Get out and vote, says Ngāi Tahu Kaiwhakahaere Tā Mark Solomon
It’s local government election time. You will have seen the billboards, brochures, posters and appeals on your Facebook page and in local newspapers. Candidates have hit the streets, campaigning for a job as mayor, councilor or district health board representative. We can definitely say we are well informed about candidates and their aspirations although some whānau might say it’s too much information. But that should not be an excuse for not paying attention or for not voting.
“This is an important time for Māori to engage in the political process,” says Tā Mark. “By voting now we can shape what will happen in our towns, cities and regions.
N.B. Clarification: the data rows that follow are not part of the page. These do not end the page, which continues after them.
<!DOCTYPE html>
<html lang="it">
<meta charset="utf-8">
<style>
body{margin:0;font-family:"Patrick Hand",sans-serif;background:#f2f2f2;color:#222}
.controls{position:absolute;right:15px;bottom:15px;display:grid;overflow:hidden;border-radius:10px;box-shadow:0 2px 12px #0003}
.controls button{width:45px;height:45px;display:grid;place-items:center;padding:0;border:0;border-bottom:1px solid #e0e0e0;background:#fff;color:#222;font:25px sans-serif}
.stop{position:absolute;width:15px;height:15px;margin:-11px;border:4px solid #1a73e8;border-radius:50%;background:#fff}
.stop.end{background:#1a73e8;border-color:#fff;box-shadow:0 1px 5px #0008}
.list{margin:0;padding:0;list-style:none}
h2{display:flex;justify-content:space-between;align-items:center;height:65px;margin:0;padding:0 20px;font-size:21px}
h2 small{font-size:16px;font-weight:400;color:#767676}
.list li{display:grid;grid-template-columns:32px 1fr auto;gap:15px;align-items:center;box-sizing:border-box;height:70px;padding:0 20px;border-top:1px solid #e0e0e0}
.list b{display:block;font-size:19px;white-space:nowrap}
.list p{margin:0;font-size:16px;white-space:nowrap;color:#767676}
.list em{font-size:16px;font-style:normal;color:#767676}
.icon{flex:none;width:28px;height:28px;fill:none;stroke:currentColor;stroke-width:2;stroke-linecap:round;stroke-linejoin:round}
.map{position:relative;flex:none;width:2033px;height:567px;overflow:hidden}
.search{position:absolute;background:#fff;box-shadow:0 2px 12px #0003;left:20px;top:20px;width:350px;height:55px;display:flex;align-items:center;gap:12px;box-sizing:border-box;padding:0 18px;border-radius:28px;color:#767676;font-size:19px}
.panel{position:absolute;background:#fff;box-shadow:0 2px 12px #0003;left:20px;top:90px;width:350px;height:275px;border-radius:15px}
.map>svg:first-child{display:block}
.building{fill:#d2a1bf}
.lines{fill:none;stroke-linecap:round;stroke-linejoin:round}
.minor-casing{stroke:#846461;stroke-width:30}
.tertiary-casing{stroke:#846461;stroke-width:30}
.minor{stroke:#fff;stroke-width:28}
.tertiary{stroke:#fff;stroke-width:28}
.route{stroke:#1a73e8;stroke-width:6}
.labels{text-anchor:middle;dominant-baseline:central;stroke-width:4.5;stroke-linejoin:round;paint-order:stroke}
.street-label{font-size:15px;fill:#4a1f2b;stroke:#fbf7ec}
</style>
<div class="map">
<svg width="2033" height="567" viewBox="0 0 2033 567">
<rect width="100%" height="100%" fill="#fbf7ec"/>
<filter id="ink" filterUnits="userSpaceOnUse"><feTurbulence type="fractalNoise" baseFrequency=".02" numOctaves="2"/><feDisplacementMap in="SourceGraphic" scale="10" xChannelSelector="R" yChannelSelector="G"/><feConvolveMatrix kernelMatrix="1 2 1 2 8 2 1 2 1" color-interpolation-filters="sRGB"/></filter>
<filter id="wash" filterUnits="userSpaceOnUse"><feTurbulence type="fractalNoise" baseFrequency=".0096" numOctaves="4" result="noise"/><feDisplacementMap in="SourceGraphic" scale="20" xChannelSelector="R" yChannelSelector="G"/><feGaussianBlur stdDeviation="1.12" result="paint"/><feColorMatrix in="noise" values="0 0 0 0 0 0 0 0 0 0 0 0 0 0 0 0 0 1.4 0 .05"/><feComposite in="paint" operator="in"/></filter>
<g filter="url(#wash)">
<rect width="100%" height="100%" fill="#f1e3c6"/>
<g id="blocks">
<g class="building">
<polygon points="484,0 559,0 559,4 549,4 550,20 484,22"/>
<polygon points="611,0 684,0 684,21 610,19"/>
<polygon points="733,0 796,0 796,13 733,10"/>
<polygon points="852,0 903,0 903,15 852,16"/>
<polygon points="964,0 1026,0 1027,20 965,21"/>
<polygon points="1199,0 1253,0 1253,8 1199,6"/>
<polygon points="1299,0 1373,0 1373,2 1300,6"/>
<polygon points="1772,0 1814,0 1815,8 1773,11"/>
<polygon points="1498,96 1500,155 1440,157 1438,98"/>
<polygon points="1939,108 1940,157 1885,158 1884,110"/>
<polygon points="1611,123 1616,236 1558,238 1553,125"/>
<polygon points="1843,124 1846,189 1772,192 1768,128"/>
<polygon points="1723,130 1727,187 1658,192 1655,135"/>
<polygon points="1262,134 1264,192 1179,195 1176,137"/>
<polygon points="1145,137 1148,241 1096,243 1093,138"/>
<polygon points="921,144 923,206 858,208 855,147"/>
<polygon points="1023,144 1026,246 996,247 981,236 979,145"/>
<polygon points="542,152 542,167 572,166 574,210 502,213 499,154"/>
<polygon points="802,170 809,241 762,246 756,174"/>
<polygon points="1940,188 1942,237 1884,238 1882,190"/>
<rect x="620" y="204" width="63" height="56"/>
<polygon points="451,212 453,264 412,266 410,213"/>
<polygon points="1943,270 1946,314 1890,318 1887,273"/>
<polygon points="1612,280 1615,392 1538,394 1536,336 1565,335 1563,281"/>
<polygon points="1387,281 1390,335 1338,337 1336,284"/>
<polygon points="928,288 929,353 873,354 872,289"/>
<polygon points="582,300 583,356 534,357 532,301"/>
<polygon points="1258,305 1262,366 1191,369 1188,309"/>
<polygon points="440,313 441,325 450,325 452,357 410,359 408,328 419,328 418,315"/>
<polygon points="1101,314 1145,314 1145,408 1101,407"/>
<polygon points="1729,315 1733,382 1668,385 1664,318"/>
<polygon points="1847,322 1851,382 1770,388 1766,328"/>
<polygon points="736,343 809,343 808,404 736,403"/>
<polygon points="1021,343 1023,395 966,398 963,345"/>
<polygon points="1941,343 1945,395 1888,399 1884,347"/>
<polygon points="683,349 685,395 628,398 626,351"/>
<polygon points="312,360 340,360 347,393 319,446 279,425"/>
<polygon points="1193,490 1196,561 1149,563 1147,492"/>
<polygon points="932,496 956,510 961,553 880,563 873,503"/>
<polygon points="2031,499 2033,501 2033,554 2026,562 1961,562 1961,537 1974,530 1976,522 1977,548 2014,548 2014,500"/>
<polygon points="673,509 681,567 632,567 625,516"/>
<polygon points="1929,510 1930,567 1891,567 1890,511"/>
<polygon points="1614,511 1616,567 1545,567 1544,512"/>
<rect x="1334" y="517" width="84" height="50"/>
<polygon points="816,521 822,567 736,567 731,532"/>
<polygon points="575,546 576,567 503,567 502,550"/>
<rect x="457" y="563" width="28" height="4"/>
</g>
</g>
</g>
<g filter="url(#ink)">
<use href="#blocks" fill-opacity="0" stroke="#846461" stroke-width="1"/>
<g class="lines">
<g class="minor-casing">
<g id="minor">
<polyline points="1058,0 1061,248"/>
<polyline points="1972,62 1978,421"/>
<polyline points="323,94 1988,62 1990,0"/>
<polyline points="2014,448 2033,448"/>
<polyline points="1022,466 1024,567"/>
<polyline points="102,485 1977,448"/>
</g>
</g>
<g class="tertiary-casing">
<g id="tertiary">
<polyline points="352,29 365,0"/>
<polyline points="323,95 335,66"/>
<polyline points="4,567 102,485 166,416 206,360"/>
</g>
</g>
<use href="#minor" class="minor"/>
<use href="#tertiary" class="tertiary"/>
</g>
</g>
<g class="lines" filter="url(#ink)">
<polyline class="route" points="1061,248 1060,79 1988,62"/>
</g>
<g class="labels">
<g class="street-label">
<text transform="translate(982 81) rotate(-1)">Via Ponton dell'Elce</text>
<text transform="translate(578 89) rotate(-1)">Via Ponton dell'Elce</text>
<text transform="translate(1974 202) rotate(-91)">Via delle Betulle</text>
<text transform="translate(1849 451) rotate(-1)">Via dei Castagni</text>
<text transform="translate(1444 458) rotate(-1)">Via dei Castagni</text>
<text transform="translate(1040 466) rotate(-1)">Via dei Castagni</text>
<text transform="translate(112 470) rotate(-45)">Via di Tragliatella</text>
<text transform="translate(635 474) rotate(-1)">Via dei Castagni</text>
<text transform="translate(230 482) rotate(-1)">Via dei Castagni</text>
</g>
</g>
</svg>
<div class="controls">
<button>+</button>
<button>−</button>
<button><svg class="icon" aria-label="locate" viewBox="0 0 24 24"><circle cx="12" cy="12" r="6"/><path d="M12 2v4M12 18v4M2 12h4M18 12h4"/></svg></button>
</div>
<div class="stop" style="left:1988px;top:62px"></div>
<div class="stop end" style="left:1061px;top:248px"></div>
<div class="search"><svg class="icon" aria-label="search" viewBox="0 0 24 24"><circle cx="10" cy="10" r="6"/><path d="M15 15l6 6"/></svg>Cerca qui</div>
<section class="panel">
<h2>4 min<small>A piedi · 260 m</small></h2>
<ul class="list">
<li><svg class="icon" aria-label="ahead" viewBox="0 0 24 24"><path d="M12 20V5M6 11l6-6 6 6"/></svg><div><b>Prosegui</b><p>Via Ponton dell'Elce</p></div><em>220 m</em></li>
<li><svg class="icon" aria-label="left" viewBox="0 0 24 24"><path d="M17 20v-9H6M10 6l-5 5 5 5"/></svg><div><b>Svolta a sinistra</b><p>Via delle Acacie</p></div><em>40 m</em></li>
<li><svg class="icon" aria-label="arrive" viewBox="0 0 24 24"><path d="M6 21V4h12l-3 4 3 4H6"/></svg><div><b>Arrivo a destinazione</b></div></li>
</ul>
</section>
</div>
It’s too easy just to let the opportunity slide by, but it is vital that Māori vote and play an active part in this process.”
Statistics tell us that there was a very low turn-out of Māori voters at the 2010 election across the country and this may be because we don’t take our local council elections as seriously as we do the government elections.
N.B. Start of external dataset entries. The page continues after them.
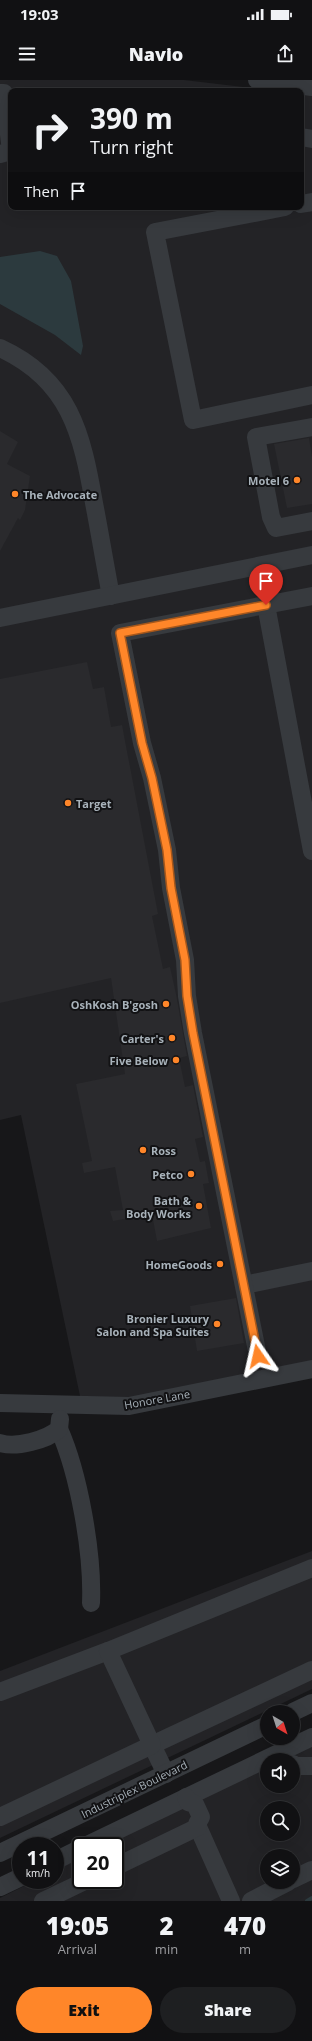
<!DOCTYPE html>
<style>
:root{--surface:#111113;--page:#1e1f21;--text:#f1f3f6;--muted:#9c9da0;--line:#303133;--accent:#ff8629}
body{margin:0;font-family:"Open Sans",sans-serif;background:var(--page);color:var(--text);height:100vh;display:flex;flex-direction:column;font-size:15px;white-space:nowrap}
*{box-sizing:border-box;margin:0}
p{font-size:13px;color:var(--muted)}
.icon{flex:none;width:22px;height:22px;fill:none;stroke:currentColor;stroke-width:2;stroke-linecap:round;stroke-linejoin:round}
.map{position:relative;height:1821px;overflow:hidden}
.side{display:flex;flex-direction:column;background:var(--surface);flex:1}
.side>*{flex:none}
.banner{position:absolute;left:8px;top:8px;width:296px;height:122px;border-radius:8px;box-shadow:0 4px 16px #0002,0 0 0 1px var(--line);background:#111113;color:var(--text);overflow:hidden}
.needle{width:26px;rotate:141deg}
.tools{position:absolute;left:260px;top:1625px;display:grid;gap:8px}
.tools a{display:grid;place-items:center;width:40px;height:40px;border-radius:50%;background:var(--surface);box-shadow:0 4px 16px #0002,0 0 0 1px var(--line);font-size:20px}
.speed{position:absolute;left:12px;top:1757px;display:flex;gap:8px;font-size:20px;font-weight:700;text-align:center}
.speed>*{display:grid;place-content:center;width:52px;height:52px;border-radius:50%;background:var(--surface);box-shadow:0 4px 16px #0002,0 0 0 1px var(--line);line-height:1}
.speed small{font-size:10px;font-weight:400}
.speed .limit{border:2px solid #111;border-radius:6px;background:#fff;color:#111}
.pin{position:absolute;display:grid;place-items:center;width:34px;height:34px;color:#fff;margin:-41px -17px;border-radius:50% 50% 50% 0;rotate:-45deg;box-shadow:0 0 4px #0007}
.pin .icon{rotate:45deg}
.me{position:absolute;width:44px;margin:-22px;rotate:349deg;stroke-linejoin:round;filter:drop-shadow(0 0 3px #0008)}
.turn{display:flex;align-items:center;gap:14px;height:84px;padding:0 16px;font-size:18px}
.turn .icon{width:52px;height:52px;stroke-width:2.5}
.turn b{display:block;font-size:28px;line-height:34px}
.then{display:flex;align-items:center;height:38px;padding:0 16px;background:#0003;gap:8px;font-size:15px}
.eta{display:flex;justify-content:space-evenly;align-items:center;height:68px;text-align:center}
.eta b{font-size:24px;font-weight:800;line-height:28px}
.button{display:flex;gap:8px;margin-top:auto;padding:8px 16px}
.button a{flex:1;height:46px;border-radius:24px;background:var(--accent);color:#111;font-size:16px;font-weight:800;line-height:46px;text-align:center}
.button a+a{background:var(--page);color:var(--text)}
.status{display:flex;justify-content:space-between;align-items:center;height:28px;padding:0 20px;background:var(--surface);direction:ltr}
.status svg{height:11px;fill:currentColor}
header{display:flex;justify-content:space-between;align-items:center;height:52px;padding:0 16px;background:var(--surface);font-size:18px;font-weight:800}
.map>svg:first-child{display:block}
.built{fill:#232326;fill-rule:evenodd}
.water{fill:#2c3a3e}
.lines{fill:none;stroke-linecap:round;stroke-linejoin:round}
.stream{stroke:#2c3a3e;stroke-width:4}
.building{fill:#2a2a2d}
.minor{stroke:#373a3e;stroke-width:18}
.route-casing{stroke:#a6571b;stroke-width:10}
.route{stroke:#ff8629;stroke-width:7}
.poi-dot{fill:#ff8629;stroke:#121214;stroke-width:1.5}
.labels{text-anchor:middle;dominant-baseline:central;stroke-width:4;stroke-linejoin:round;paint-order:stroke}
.poi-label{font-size:11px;font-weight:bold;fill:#a8b2ba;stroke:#121214;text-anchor:end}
.street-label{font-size:11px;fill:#a8b2ba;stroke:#121214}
</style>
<div class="status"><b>19:03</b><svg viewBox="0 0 49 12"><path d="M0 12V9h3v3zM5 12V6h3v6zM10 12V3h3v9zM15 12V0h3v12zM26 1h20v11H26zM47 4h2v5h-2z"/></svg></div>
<header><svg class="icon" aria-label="menu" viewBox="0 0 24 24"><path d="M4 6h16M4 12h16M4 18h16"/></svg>Navio<svg class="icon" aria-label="share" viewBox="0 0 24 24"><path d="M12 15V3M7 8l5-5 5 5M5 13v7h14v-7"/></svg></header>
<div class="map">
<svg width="312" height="1821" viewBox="0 0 312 1821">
<rect width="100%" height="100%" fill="#171719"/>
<g class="built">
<path d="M0 0H184L277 11H11V127H301V14L312 15V1283L126 1319 80 1316 21 1035 0 1040Z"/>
<path d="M312 1471V1609L0 1758V1591Z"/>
<path d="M312 1663V1821H0V1818L36 1800H55V1790L81 1778V1800H115V1766H104L267 1685V1706H293V1680H278ZM267 1728H293V1754H267ZM267 1776H293V1802H267Z"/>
</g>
<path class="water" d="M40 171 57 176 71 201 83 266 81 275 55 255 0 224V177Z"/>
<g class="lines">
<path class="stream" d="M307 1821 312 1818"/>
</g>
<g class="building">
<path d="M0 351 18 362 7 384 30 396 25 430 20 440 18 438 0 471Z"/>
<path d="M309 358 312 377V424L287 428 274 364Z"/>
<path d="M87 582 93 609 104 607 111 647 122 645 158 834 152 836 163 889 170 887 176 914 187 976 179 978 185 1007 193 1005 203 1057 195 1059 200 1082 205 1081 209 1103 203 1104 211 1148 157 1161 152 1134 113 1141 110 1131 123 1130 115 1087 84 1093 82 1083 92 1081 76 1004 125 994 111 898 0 923V599Z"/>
<path d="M236 1218 244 1263 197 1271 190 1226Z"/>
</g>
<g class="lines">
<g class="minor">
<path d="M257 0 312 7"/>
<path d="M0 13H4L11 71 0 74"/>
<path d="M301 57 312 59"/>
<path d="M301 124 312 122"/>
<path d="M285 127 155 152 193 340 312 315"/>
<path d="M0 268C70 300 82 354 94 423 100 454 105 485 111 516"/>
<path d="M312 347 256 357 271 437 276 448 312 441"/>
<path d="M266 525 312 771"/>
<path d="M0 538 312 475"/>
<path d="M244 1205 312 1191"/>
<path d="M258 1276 193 953 187 916 185 880 171 808 167 770 152 698 142 663 120 553 312 516"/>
<path d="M0 1323 129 1326 312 1289"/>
<path d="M59 1349C79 1394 93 1473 91 1523"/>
<path d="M0 1363C16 1368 47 1360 59 1349L60 1339"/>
<path d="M0 1612 108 1571"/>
<path d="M293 1632 312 1623"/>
<path d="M293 1684 296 1686H312"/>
<path d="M166 1694 152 1665 312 1590"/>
<path d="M0 1737 152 1665 108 1571 312 1488"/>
<path d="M198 1747 231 1821"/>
<path d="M85 1766 312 1657"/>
<path d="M0 1773 267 1645"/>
<path d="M55 1781 81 1768"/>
<path d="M115 1787 198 1747 197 1744 201 1737 195 1724 188 1722 186 1717"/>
<path d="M293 1799 312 1790"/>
<path d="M0 1807 21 1797"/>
<path d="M43 1821 87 1800"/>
<path d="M251 1821 288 1802"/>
</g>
</g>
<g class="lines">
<defs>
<path id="route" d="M258 1276 193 953 187 916 185 880 171 808 167 770 152 698 142 663 120 553 266 525"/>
</defs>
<use href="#route" class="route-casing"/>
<use href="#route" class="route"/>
</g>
<g class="poi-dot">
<circle cx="297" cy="400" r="4"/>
<circle cx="15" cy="414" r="4"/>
<circle cx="68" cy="723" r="4"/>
<circle cx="166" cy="924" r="4"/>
<circle cx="172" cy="958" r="4"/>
<circle cx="176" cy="980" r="4"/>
<circle cx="143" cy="1070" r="4"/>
<circle cx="191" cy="1094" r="4"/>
<circle cx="199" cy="1126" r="4"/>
<circle cx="220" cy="1184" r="4"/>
<circle cx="217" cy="1244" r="4"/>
</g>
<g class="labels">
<g class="poi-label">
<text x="289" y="400">Motel 6</text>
<text x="23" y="414" text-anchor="start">The Advocate</text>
<text x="76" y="723" text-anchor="start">Target</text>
<text x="158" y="924">OshKosh B'gosh</text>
<text x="164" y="958">Carter's</text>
<text x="168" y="980">Five Below</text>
<text x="151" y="1070" text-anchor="start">Ross</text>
<text x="183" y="1094">Petco</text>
<text x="191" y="1120">Bath &amp;<tspan x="191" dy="13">Body Works</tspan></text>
<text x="212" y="1184">HomeGoods</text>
<text x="209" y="1238">Bronier Luxury<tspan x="209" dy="13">Salon and Spa Suites</tspan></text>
</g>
<g class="street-label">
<text transform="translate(157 1319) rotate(-10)">Honore Lane</text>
<text transform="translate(134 1709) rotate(-26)">Industriplex Boulevard</text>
</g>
</g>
</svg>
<div class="tools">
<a><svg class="needle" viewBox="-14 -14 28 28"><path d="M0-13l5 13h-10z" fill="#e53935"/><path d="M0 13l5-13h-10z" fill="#9c9da0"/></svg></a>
<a><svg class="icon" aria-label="sound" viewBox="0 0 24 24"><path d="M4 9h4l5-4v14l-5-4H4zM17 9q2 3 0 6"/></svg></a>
<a><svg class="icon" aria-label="search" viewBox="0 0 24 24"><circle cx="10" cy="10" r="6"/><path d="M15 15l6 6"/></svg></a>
<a><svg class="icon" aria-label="layers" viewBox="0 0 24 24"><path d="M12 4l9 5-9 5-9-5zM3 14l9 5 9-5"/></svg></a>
</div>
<div class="speed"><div>11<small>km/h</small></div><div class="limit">20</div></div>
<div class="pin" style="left:266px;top:525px;background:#d93025"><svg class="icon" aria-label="arrive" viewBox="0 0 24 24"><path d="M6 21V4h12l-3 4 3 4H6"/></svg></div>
<svg class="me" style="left:258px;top:1276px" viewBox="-20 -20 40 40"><path d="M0-17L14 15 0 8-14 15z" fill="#ff8629" stroke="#fff" stroke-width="4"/></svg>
<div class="banner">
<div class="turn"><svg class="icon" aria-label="right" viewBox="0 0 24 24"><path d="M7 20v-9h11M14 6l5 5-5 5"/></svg><div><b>390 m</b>Turn right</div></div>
<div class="then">Then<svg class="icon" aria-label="arrive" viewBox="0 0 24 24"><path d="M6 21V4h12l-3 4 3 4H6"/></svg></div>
</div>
</div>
<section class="side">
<div class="eta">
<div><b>19:05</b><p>Arrival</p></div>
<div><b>2</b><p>min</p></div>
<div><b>470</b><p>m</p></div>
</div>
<div class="button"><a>Exit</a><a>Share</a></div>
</section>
Perhaps we only think of local councils when we need to pay rates, need our roads attended to or when we are seeking our parks and recreations areas to be made more safe or attractive. However, local councils play an important part in our society and have the power to make decisions on local issues, such as environmental policies, funding community projects, town planning and large scale development and building projects, which requires resource consent.
We know that some of our own whānau have put themselves forward for election and are campaigning for one of the council and district health board positions. We congratulate each and every one of them for putting themselves out there.
Your voting papers and further information about each candidate should have arrived in the mailbox this week. Take some time to read the information about the candidates in your area and have a think about how this person can effectively represent you and your whānau. You can make more of a difference in your local area than you might think – so get enthusiastic and get your vote in.